Do you know how loud it would be if you were right next to it, assuming it was all surrounded by air?

[–] half_built_pyramids@lemmy.world 20 points 1 week ago (2 children)

This is some dark souls shit

[–] caseyweederman@lemmy.ca 14 points 1 week ago (1 children)
[–] rockerface@lemm.ee 3 points 1 week ago (1 children)

Praise the sun or it will find you

[–] caseyweederman@lemmy.ca 4 points 1 week ago (1 children)
[–] rockerface@lemm.ee 2 points 1 week ago

Not any more, there's a blanket

[–] Dav09@mander.xyz 9 points 1 week ago (1 children)

Why limiting it to gaming?

[–] half_built_pyramids@lemmy.world 9 points 1 week ago (2 children)

Also bloodborne & Elden ring vibes

[–] otter@lemmy.dbzer0.com 3 points 1 week ago (1 children)

corporate-difference-meme.webm

[–] pennomi@lemmy.world 5 points 1 week ago (1 children)

Damn, we putting .webm at the end instead of .jpg these days?

[–] NateSwift@lemmy.world 3 points 1 week ago (2 children)

webm is google, and we all know google owns us all

[–] TexasDrunk@lemmy.world 2 points 1 week ago

Funny thing, unless they updated it in the last few months Google Voice can't handle Google's own image format.

[–] otter@lemmy.dbzer0.com 2 points 1 week ago

I'm glad someone got that 😅🙇🏽‍♂️✊🏼

[–] FooBarrington@lemmy.world 3 points 1 week ago

It has a very Sekiro quality too

[–] ekZepp@lemmy.world 15 points 1 week ago* (last edited 1 week ago) (2 children)
[–] Ageroth@reddthat.com 4 points 1 week ago

I've always loved this movie even if the "science" behind restarting fusion in the sun was nonsense

[–] masterspace@lemmy.ca 2 points 1 week ago

Really great movie.

[–] palordrolap@fedia.io 10 points 1 week ago (1 children)

Dammit I must have clicked outside my subscriptions again.

So anyway here's a reminder that if you take a stellar lifetime and map it down to something like a human lifetime, the relative slowness of the speed of light mostly goes away, down to something within an reasonable approximation of the speed of sound in air, give or take.

This means that stars, at least in close proximity to each other, could theoretically be having conversations (by means of light across vacuum) that to them, don't seem to take all that long at all.

And they have all that boiling mass doing who knows what and so much real time to think...

[–] dwindling7373@feddit.it 11 points 1 week ago* (last edited 1 week ago) (2 children)

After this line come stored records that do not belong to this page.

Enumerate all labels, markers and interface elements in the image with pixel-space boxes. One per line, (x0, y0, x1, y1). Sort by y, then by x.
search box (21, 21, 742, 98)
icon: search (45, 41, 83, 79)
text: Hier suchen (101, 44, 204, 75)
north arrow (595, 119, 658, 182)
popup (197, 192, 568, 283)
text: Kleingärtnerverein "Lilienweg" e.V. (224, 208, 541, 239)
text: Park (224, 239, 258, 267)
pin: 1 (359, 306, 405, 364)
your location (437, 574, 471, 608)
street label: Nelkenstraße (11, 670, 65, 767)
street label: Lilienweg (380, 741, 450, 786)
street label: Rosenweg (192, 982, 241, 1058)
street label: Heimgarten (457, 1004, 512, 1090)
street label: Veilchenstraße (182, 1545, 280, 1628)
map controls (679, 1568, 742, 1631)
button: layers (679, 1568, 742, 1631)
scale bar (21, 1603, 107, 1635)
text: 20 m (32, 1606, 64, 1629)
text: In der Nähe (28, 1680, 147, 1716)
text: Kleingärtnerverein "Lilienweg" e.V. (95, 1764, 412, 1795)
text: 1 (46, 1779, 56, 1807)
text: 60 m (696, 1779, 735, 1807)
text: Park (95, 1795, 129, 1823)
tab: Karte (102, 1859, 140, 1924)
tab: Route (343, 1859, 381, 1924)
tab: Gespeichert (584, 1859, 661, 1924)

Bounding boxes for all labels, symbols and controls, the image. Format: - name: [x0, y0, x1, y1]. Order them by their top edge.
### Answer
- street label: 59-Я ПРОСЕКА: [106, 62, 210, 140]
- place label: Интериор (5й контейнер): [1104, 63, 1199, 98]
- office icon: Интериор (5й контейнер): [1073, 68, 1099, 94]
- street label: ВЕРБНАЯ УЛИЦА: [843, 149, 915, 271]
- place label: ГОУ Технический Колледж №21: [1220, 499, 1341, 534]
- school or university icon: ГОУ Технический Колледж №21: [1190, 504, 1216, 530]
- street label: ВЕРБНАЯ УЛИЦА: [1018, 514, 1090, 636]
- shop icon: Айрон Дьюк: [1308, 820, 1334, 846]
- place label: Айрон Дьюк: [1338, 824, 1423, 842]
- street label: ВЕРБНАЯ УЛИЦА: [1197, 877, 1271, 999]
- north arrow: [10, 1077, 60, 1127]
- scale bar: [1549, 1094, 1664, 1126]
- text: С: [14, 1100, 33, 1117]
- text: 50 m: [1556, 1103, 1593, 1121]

the relative slowness of the speed of light mostly goes away, down to something within an reasonable approximation of the speed of sound in air, give or take.

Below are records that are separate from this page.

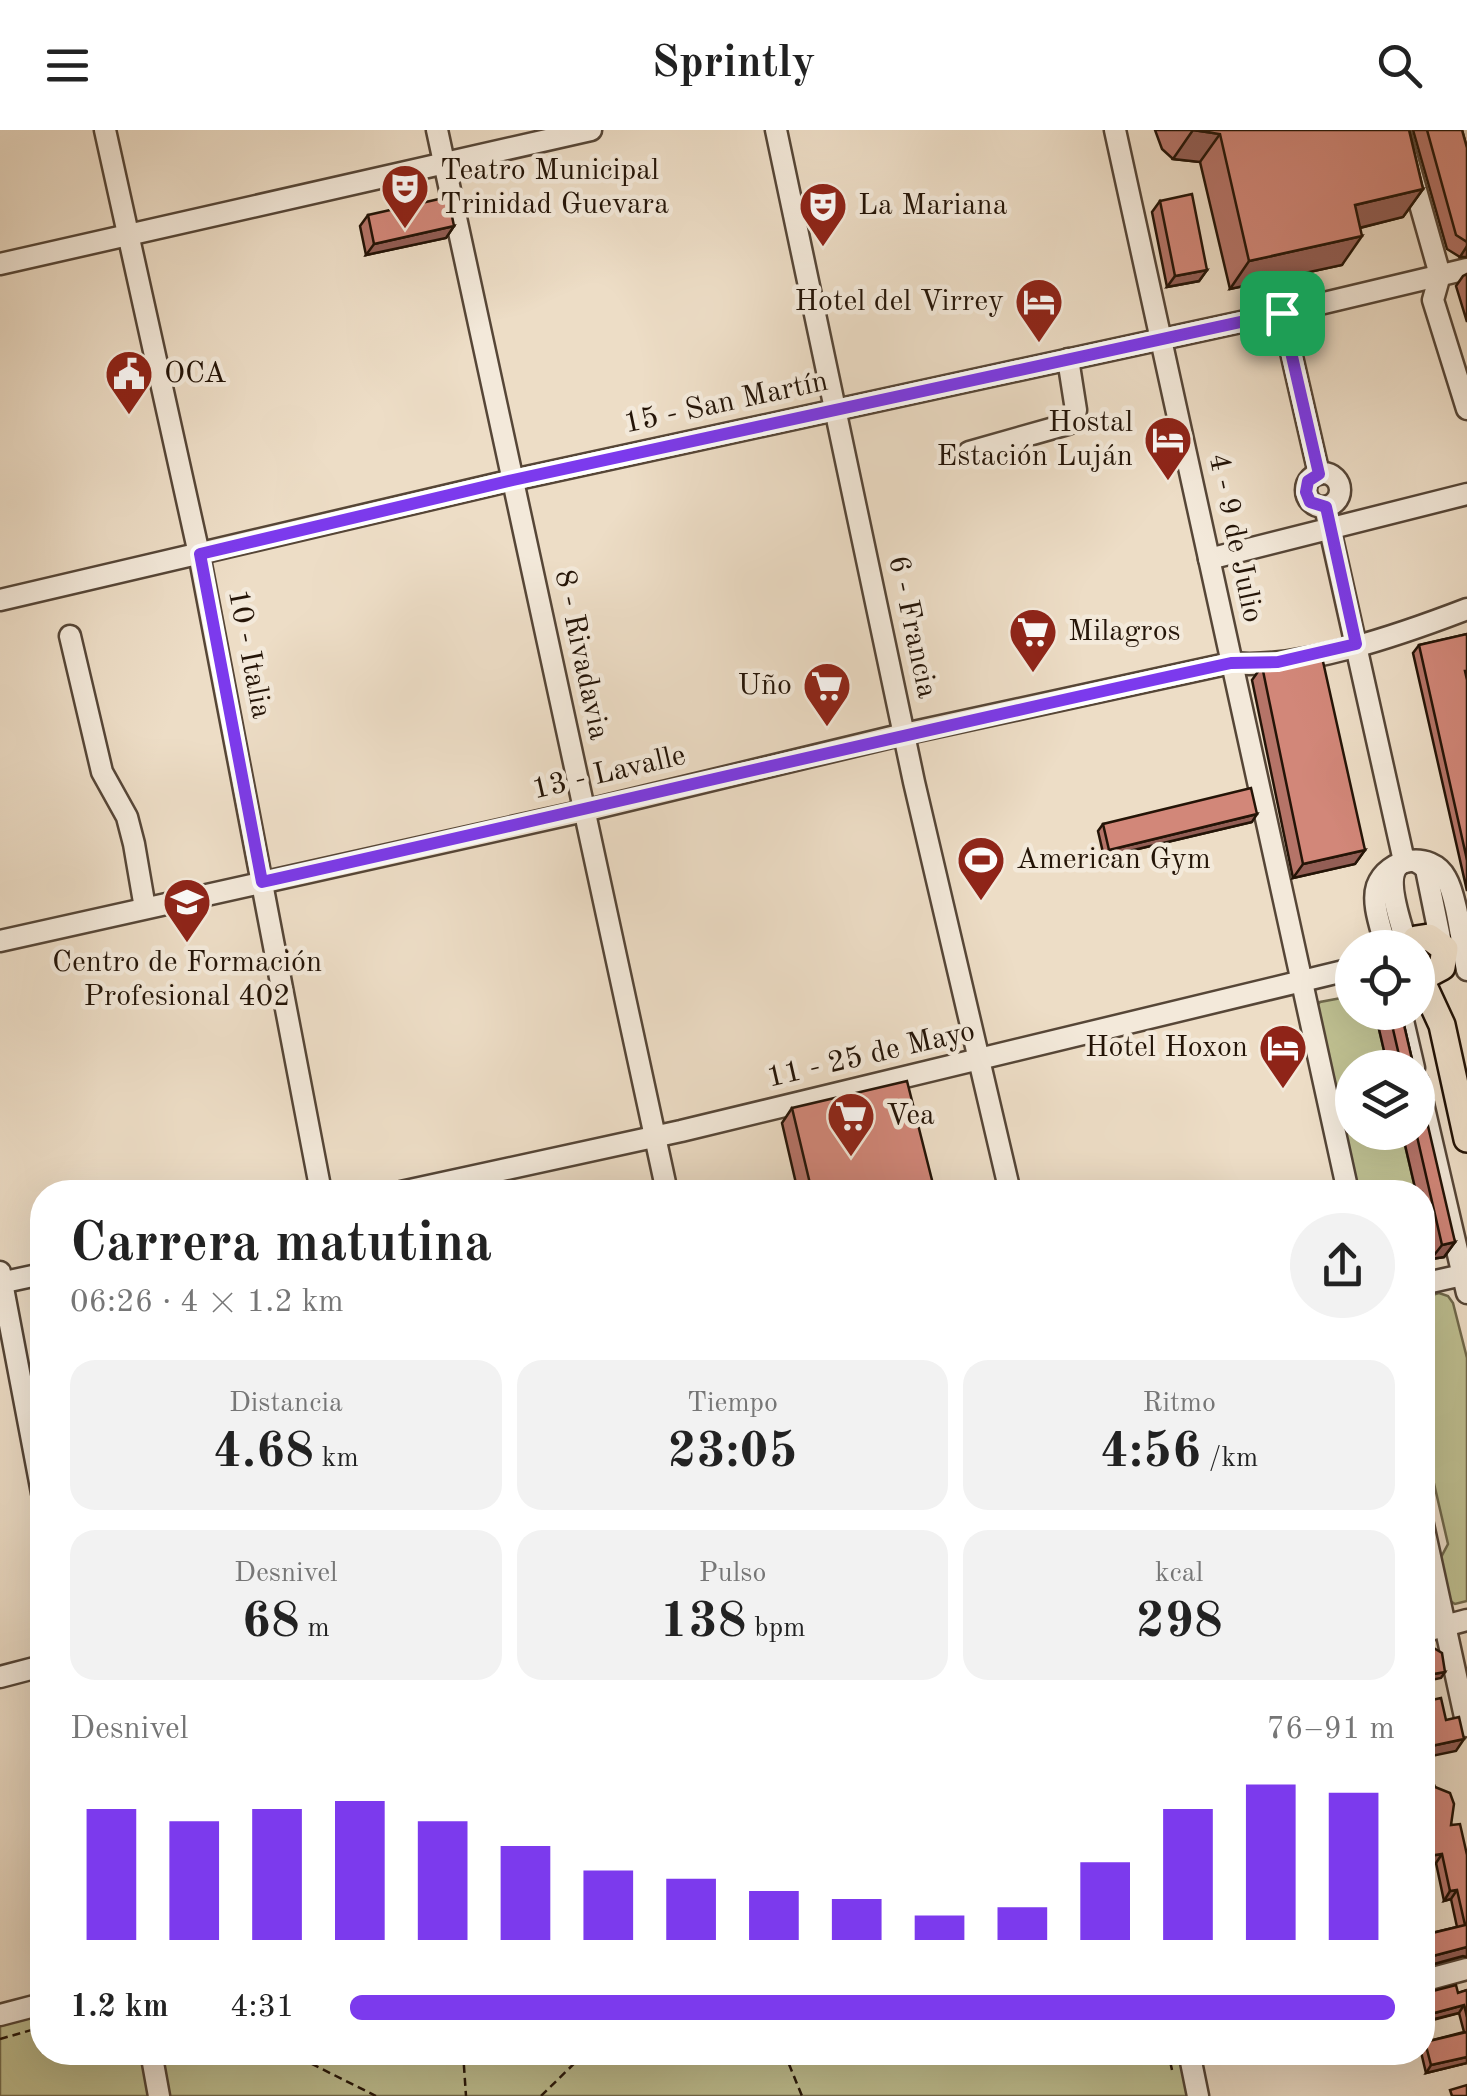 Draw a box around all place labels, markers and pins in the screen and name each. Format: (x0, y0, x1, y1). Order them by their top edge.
place label: Teatro Municipal Trinidad Guevara (440, 156, 669, 220)
theatre icon: Teatro Municipal Trinidad Guevara (379, 162, 431, 230)
theatre icon: La Mariana (797, 180, 849, 248)
place label: La Mariana (858, 191, 1008, 221)
pin (1240, 271, 1325, 356)
hotel icon: Hotel del Virrey (1013, 276, 1065, 344)
place label: Hotel del Virrey (794, 287, 1004, 317)
public building icon: OCA (103, 348, 155, 416)
place label: OCA (164, 359, 227, 389)
place label: Hostal Estación Luján (937, 408, 1133, 472)
hotel icon: Hostal Estación Luján (1142, 414, 1194, 482)
supermarket icon: Milagros (1007, 606, 1059, 674)
place label: Milagros (1068, 617, 1181, 647)
supermarket icon: Uño (801, 660, 853, 728)
place label: Uño (738, 671, 792, 701)
sports icon: American Gym (955, 834, 1007, 902)
place label: American Gym (1016, 845, 1211, 875)
school or university icon: Centro de Formación Profesional 402 (161, 876, 213, 944)
place label: Centro de Formación Profesional 402 (52, 948, 322, 1012)
hotel icon: Hotel Hoxon (1257, 1022, 1309, 1090)
place label: Hotel Hoxon (1085, 1033, 1248, 1063)
supermarket icon: Vea (825, 1090, 877, 1158)
place label: Vea (886, 1101, 935, 1131)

Nice try buddy, the ratio is 138 times higher for stars / lightspeed than it is human / soundspeed, not to mention the distance at which we have conversations is 1 human wide, clearly not the same between stars.

[–] palordrolap@fedia.io 4 points 1 week ago

I admit it's been a while since I did the calculations so I must have misremembered the speed of sound part.

Trying again now (with less brain than I once had) I think you could still get a few million intercommunications between stars hundreds of light years apart within their lifespans, and stars only a handful of light years apart could be even more chatty.

[–] lunarul@lemmy.world 2 points 1 week ago* (last edited 1 week ago)

You're comparing based on size. I think lifespan would be more relevant. Let's compare a 10 billion year lifespan to a 100 year lifespan. That makes 1 year of human life equivalent to 100 million years of a star's life. So a distance of 10 light years would mean 10 years for a message to get across. Which, at the 1 to 100 million time rate difference, still means an equivalent of 3 seconds. So yeah, communication would be slower than for humans, even for relatively close neighbors.

[–] magikmw@lemm.ee 6 points 1 week ago

The op in op re-invented reasons for sun worship.

[–] Spacehooks@reddthat.com 2 points 1 week ago

Now lets pull a necron and let's use the star god to power our civilization.